The biggest problem for most people with the serve is that they think too much while they're serving. They know how to hit a serve, but their brain gets in the way (you know what I mean). They get tight. I tell Eli to be "clear" when he's in goal, and it's the same principle--you know what to do, so just act and react. Don't think.

"Let's try something," I said, while he was serving his way through a bucket of practice balls. "Put a number on the ball."

"What?" he asked.

"Think of a number when you're about to toss the ball," I said. "Then, see that number on the ball when you serve."

He giggled.

"You toss, and I'll call out a number," I said. He tossed. "Eight," I said.

He hit the serve about ten feet, then started laughing. "Did you see it?" I asked.

He broke up laughing. "No, Dad," he said, "because THERE'S NO NUMBER ON THE BALL."

"There is if you put it there," I said.

He laughed again. "You are a mad scientist," he said.

"See the number," I said.

He couldn't do it. He tried, but he just couldn't see a number on the ball. Then, though, he had his own idea.

"Try calling out a math problem," he said. Very clever. Same principle.

"Okay," I said. He started to toss. "Eight plus five," I said.

"Thirteen," he said, and hit a perfect serve. He looked at me. I looked at him. We both started laughing.

"Again," he said.

He tossed. "Eight plus nine," I said.

"Seventeen," he said as he hit the ball.
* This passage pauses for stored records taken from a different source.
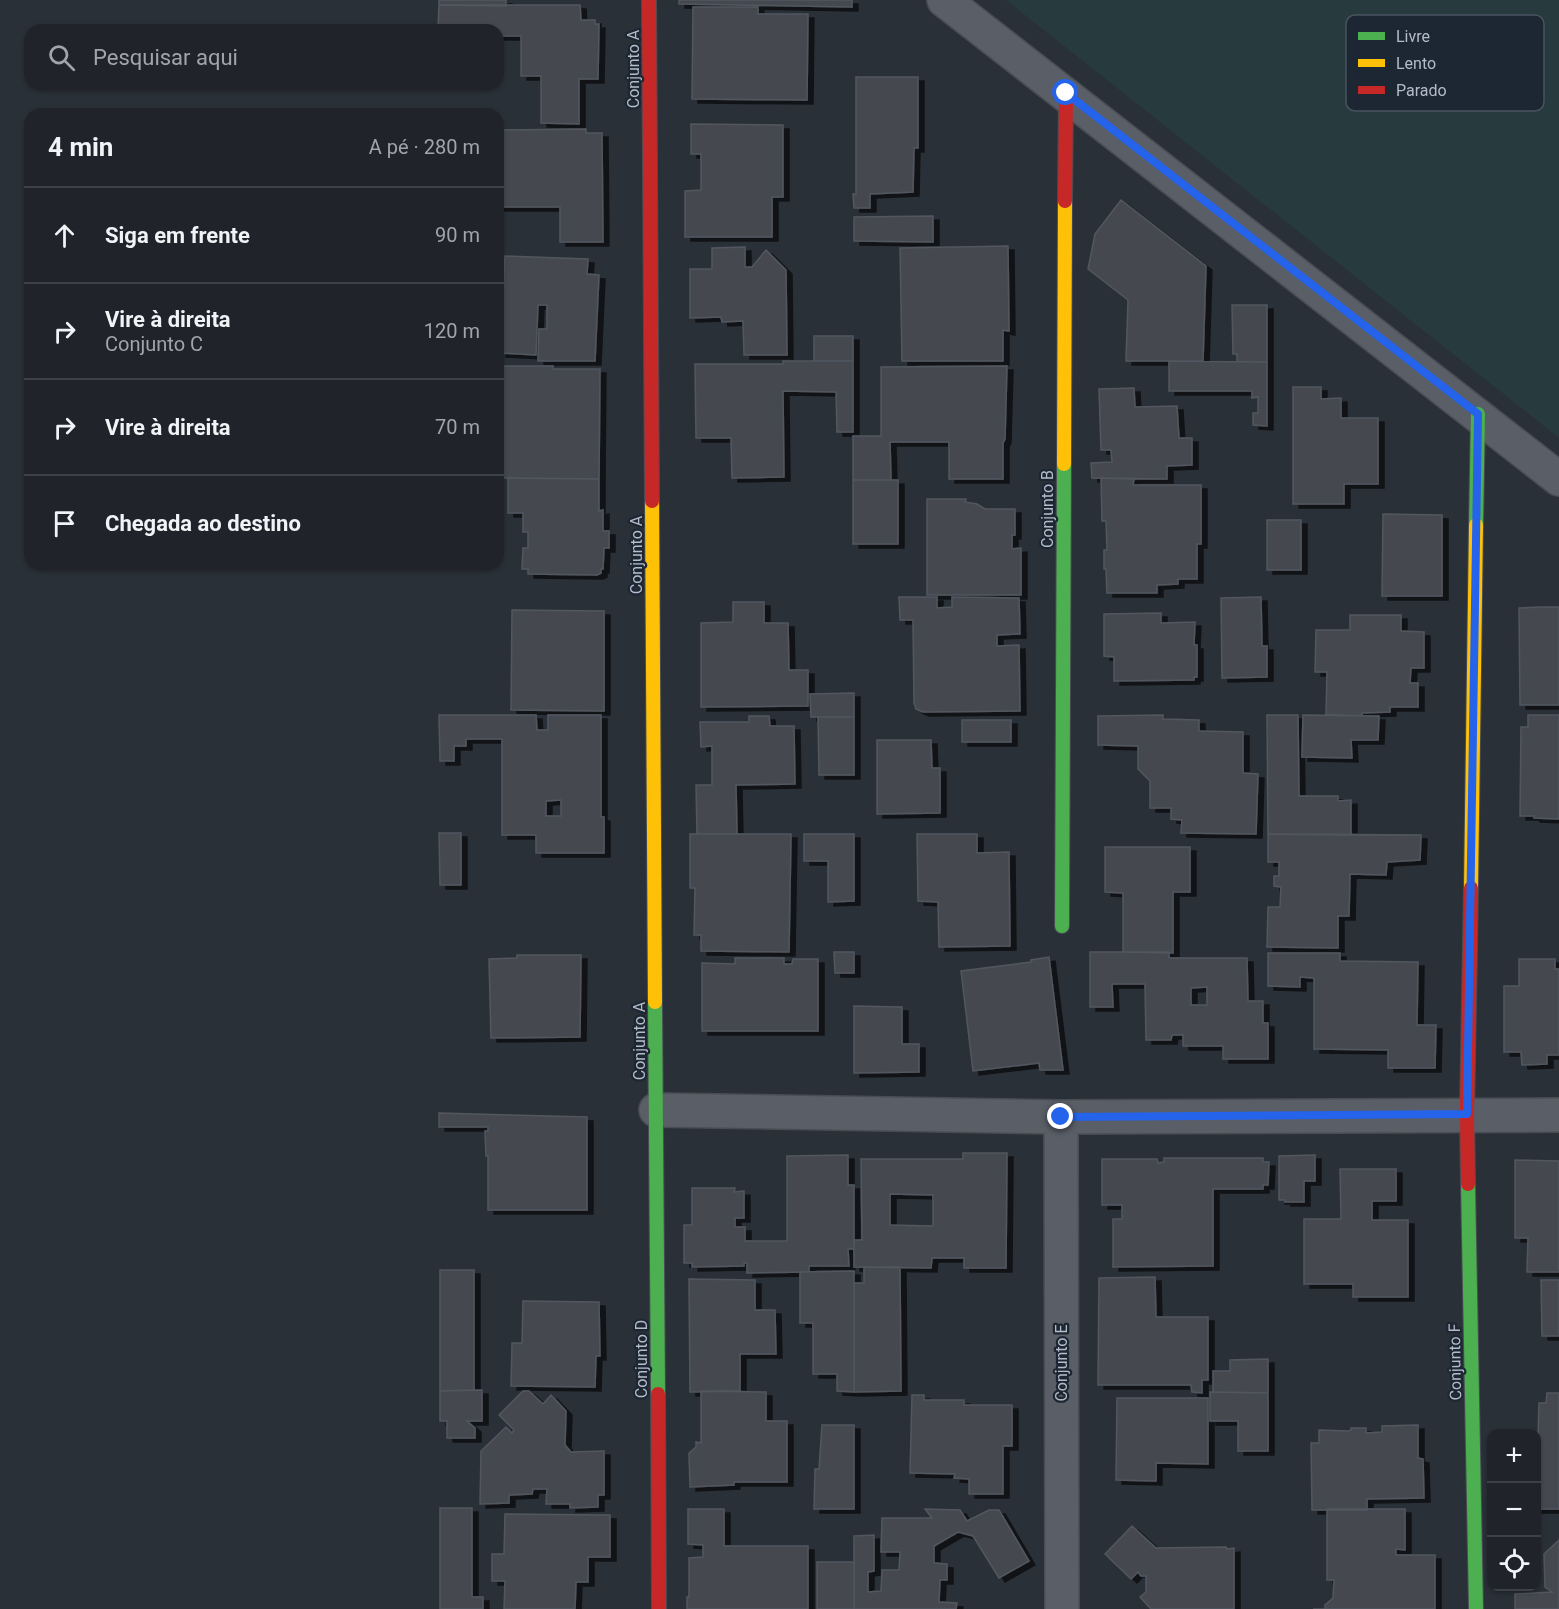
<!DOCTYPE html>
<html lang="pt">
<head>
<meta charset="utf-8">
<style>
  body { margin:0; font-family:Roboto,sans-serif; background:#2d3036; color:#f1f3f6 }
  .controls { position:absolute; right:18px; bottom:18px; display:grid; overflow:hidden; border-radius:12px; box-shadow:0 2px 4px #0004 }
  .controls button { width:54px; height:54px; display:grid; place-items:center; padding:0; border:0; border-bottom:2px solid #3d4147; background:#20242a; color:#f1f3f6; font:30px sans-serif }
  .stop { position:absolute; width:18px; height:18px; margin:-14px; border:4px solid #2563eb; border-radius:50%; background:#fff }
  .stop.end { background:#2563eb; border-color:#fff; box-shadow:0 2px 6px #0008 }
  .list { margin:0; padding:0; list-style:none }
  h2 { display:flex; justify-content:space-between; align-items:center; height:78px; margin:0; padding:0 24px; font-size:26px }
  h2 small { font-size:20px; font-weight:400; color:#a2a4a8 }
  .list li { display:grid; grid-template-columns:39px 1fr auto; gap:18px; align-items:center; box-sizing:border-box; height:96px; padding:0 24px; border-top:2px solid #3d4147 }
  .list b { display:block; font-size:22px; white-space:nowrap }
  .list p { margin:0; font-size:20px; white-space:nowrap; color:#a2a4a8 }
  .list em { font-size:20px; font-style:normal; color:#a2a4a8 }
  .icon { flex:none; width:33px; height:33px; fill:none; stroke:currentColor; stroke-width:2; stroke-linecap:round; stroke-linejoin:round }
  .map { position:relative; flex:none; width:1559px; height:1609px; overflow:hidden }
  .search { position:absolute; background:#20242a; box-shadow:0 2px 4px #0004; left:24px; top:24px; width:480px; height:66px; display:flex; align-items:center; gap:15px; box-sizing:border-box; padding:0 21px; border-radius:18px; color:#a2a4a8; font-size:22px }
  .panel { position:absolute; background:#20242a; box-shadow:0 2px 4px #0004; left:24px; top:108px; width:480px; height:462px; border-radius:18px }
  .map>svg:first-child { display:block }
  .green { fill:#273a3e }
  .building { fill:#444950; stroke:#52575f; stroke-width:1.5; fill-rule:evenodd; filter:url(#shadow) }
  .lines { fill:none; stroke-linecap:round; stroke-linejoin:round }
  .street-casing { stroke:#484c53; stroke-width:36 }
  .fast-casing { stroke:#484c53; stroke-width:16 }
  .slow-casing { stroke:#484c53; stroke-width:16 }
  .jam-casing { stroke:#484c53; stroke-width:16 }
  .street { stroke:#5a5e66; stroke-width:33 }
  .fast { stroke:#4caf50; stroke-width:14 }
  .slow { stroke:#ffc107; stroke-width:14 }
  .jam { stroke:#c62828; stroke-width:14 }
  .route { stroke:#2563eb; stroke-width:8 }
  .labels { text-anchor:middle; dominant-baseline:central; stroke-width:4.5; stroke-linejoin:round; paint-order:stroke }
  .street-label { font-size:16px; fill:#b4bcc9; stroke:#1d2633 }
  .key { fill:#1d2633; stroke:#4a5360; stroke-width:1.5 }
  .key-label { font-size:16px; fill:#b4bcc9 }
</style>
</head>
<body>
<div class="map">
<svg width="1559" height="1609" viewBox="0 0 1559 1609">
  <defs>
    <filter id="shadow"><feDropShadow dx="6" dy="4" stdDeviation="0" flood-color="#0009"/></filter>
  </defs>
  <rect width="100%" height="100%" fill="#2a3038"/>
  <!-- green -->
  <path class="green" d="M1006 0H1559V438Z"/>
  <!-- building -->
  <path class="building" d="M439 0H506V6L439 5Z
    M679 0H852V7L679 4Z
    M439 5H580L581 20H595V24H599L598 79H579V124L541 123V76H521V36H498V30H438Z
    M693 7H758V14H808L807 100 692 99Z
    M856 77H918V148H914L913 192 870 194V208H854L853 194H856Z
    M691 124 783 125V197H772V237H685V191L701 190V154H691Z
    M586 129V133H602L603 242H560V207H498V130Z
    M1121 200 1206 266 1203 361H1126L1128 300 1088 269 1095 234Z
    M933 216V242L854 241V217Z
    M1008 246 1009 331 1003 330V361H902L900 248Z
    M745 247V267H752L766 250 786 270 787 355H744L743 321 722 322 721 317 690 318V269H712V248Z
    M505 256 588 259 587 274 599 275 595 361H538L539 329H547V305H538L536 355 500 353Z
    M1232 305H1267V362H1237V354H1233Z
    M814 336H853V361H814Z
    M783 361H853V432H837L836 392 783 391 784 477 732 478 731 438H696L695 364H783Z
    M1169 361 1267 362V426L1253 425V413H1258V397L1252 398V391H1169Z
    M502 366H553V369H600L599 479 503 478Z
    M1007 366 1005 439 1003 443V479H949V442H890L891 480H853V436H881V367Z
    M1293 387H1321V399L1341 398V418H1378V484H1344V504H1293Z
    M1134 388 1135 407 1177 406 1179 438H1192V465L1167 466V479L1092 478 1091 463 1112 462 1111 450H1101L1099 389Z
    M508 478 599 479V511L603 510V531H609V548H604L603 569H601V573L597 575 528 574V569H522L523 548H528V532H523V513H508Z
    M1101 478 1134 479 1133 485H1201V544H1197V579H1178V584L1157 585V593H1107L1106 569H1104V550H1107L1106 521H1102Z
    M853 480H898V544H853Z
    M927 499H966L965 502 977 504 985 509H1015V535H1012V549L1021 548V595H927Z
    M1383 514 1442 515V596H1382Z
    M1267 520H1301V570H1267Z
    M899 597H937V608L952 607V597L1019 598 1020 634 997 635V646L1019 645 1020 711 923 712 916 709 914 703 913 620H900Z
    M1261 597 1262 646H1267V677L1222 678 1221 598Z
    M733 602H764V623H788L789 670H808V706L701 707V623L733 622Z
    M1541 607H1559V705H1520L1519 608Z
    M512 610 604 611V711L511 710Z
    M1161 613V623L1195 622 1194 645H1197V677H1194V680L1114 681V657L1104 656V614Z
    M1350 615H1401V631L1424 632V668H1411L1410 683H1418V707H1390V712L1362 713V716L1326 715 1327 672H1315L1316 630H1350Z
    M854 693V717H811L810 694Z
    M439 715H536L537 730H548V715H601V817H604V853H536V835H502V739H466V746H454V761H440ZM561 800V816H546V801Z
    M1163 715V719L1199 720V731L1243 732V773L1258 774 1256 834 1181 833 1182 820 1171 819V808H1150V781L1138 769V746L1098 745V716Z
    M1267 715H1298L1299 796H1338V801L1351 800V835L1268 834Z
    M1303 715 1379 716 1378 740H1351L1352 758 1302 757Z
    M1528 715H1559V819L1534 818V816H1520L1521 727H1528Z
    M749 716H769L770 726H794L795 784 736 785 737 834H697L696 785H712V746L701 747 700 722H749Z
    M818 717H854V775H819Z
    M962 720H1011V742H962Z
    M877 740H931L932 768H940V813L877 814Z
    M439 833H461V885H440Z
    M690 834H791L789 952 701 951V935H694L695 888H690Z
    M804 834H854V901L828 902V861H804Z
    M917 834H977V853L1009 852 1010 946 939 947 938 902 918 901Z
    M1268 834 1421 835 1420 860 1387 862 1386 875 1350 874 1349 916H1338V948L1267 947 1268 907H1280L1281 887 1274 886V876H1279V862H1268Z
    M1105 847H1190V892H1173V953L1123 952V893L1105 892Z
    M834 952H854V973H835Z
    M1090 952H1169V958H1247L1248 1001H1263V1023H1268V1059H1223V1046H1183V1035H1172L1171 1040H1146L1145 984H1112L1113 1007H1090ZM1207 987V1005H1191V988Z
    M1268 953H1340V961L1418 962 1417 1025H1436L1435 1068H1388V1050L1314 1049V978L1300 977V987L1268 986Z
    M517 955H581L580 1037 491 1038 489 959 517 958Z
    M1049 957 1063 1070H1040L1039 1063 973 1071 961 971 1031 962V960Z
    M735 958H784V964H792L793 959H818V1031H702V963L735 964Z
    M1519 959H1555V969H1559V1055H1547V1064L1522 1065 1521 1052H1504V986H1519Z
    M854 1006 902 1007V1044H919V1072L854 1073Z
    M439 1113 587 1117V1210H488V1156H486L485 1131H488V1127H439Z
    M963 1153H1007L1006 1268H964V1258H932L931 1268 854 1267V1240H862L861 1159H963ZM890 1194 933 1195V1226L890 1225Z
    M848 1155V1185H854V1249H848L849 1266H809V1272L747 1273V1263H744V1266L692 1267V1263H684V1225H692V1188H735L734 1192 744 1191V1218H735V1227H745V1241H787V1156Z
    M1315 1155V1181H1304V1202H1285V1200H1279V1156Z
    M1164 1158H1263V1162H1269L1268 1185H1263V1189H1213V1266L1113 1267V1219H1122V1205H1102V1159H1157L1158 1163 1164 1162Z
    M1515 1160 1559 1161V1272H1527L1528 1238H1515Z
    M1340 1169H1396V1201H1372V1220H1408V1297H1353V1284H1304V1219H1341Z
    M864 1267H900L901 1391 854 1392V1283H864Z
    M440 1270H474V1390L440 1391Z
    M854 1271V1392L837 1391V1374H813V1323H800V1272Z
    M1155 1277 1156 1317H1208V1380H1202V1393L1192 1392 1191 1385H1098L1099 1278Z
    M689 1279 755 1280V1310H775L776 1354H740V1391L690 1392Z
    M1541 1280H1559V1336H1542Z
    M523 1301 599 1302 600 1356H596L595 1387 511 1386 512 1343H522Z
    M1268 1359V1393L1213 1392V1371H1230V1360Z
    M482 1390V1421H467L475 1428V1438H447V1421H440V1391Z
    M523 1391H529L543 1404 551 1395 566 1411 565 1445 571 1452 604 1451V1495H598V1507L570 1508V1504H546L547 1489H533L532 1494 509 1495V1503L480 1504 481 1451 506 1427 512 1433 514 1430 499 1415Z
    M701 1391 766 1392V1421H787V1482H734V1485L690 1487 689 1453 696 1447V1442L701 1443Z
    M1210 1392 1268 1393V1451H1238V1421H1210Z
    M1547 1393H1559V1509H1536L1539 1403H1546Z
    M912 1395H924V1400H964V1405H1012V1446H1003V1494H969V1479L954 1478 955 1474 910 1473Z
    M1117 1398H1208V1464L1156 1463V1481L1116 1480Z
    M822 1425H854V1509H814L815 1469H819Z
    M1418 1425V1458L1423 1459 1424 1498 1367 1499V1510H1312L1311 1443H1319V1430L1349 1431 1351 1430V1428H1366V1433L1382 1432V1426Z
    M440 1508H472V1597H483V1609H440Z
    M688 1509H724V1546H808V1609H687V1597H689V1558L703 1557V1545L688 1544Z
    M925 1509 960 1510 967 1521 989 1510H999L1029 1561 999 1578 973 1536 958 1532 934 1546V1563L947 1564V1580H940L939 1602 957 1603 956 1609H854V1536L874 1535V1571L868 1572V1592L881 1591 882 1570H899L900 1552H881L882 1518H932Z
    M1327 1509H1405V1550L1396 1549V1555H1435V1609H1313H1325V1605L1333 1598 1334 1580H1327Z
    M505 1514 610 1515V1557H588V1582H576L575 1609H504L505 1581H492V1554H504Z
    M1132 1526 1156 1548 1226 1547 1227 1549 1234 1548V1609H1151L1140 1597 1146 1592V1576H1141L1138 1572 1131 1579 1105 1554Z
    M1559 1540V1609H1515V1594L1552 1592 1545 1587 1544 1554Z
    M817 1562H854V1609H817Z"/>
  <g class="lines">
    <!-- street casing -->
    <g class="street-casing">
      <path id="street" d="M944 0 1559 479
        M656 1110 1061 1117 1559 1115
        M1061 1117 1062 1609"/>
    </g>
    <!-- fast casing -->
    <g class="fast-casing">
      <path id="fast" d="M1476 525 1478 414
        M1062 926 1064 464
        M655 1002 658 1394
        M1468 1184 1476 1609"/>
    </g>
    <!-- slow casing -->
    <g class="slow-casing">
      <path id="slow" d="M1064 464 1065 201
        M652 501 655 1002
        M1471 888 1476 525"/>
    </g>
    <!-- jam casing -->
    <g class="jam-casing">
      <path id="jam" d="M649 0 652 501
        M1065 201 1066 93
        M1468 1184 1467 1114 1471 888
        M658 1394 659 1609"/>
    </g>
    <!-- street -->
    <use href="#street" class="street"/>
    <!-- fast -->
    <use href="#fast" class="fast"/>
    <!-- slow -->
    <use href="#slow" class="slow"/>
    <!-- jam -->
    <use href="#jam" class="jam"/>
  </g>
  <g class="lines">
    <!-- route -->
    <path class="route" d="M1061 1117 1467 1114 1478 414 1066 93"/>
  </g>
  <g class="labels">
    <!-- street labels -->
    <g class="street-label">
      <text transform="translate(633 69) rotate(-90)">Conjunto A</text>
      <text transform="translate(1047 509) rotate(-90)">Conjunto B</text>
      <text transform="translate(636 555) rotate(-90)">Conjunto A</text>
      <text transform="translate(639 1041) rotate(-90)">Conjunto A</text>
      <text transform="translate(641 1359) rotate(-90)">Conjunto D</text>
      <text transform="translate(1455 1362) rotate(-91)">Conjunto F</text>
      <text transform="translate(1061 1363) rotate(-90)">Conjunto E</text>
    </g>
  </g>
  <!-- legend -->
  <rect x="1346" y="15" width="198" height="96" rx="9" class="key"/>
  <rect x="1358" y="32" width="27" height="8" fill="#4caf50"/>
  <rect x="1358" y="59" width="27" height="8" fill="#ffc107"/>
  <rect x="1358" y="86" width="27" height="8" fill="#c62828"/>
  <g class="key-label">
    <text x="1396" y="42">Livre</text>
    <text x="1396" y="69">Lento</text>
    <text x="1396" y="96">Parado</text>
  </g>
</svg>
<div class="controls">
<button>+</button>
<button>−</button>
<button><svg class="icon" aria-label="locate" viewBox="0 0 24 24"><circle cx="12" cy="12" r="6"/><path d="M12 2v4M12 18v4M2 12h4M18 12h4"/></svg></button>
</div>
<div class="stop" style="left:1066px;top:93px"></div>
<div class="stop end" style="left:1061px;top:1117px"></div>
<div class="search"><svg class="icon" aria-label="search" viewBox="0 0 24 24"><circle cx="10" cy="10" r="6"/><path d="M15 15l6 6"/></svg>Pesquisar aqui</div>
<section class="panel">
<h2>4 min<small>A pé · 280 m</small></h2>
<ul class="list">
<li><svg class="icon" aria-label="ahead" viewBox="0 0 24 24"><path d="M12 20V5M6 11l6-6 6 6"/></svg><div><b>Siga em frente</b></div><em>90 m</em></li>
<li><svg class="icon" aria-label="right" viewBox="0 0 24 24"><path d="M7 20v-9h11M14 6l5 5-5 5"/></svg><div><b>Vire à direita</b><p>Conjunto C</p></div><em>120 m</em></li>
<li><svg class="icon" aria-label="right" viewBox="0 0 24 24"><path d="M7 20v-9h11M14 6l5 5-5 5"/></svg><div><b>Vire à direita</b></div><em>70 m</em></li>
<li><svg class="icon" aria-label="arrive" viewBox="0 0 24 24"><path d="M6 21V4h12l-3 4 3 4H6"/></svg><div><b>Chegada ao destino</b></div></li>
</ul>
</section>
</div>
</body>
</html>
Again, it was a perfect serve."

"Oh my God," he said, laughing. "This actually works."

"It keeps your conscious mind busy so that it can't interfere," I said. "It stops you from worrying about what can go wrong."

"This is the goofiest thing I've ever tried," he said. "And IT WORKS."

I'm sealing my own doom, because he'll be beating me in another few months, but it will be my best loss ever.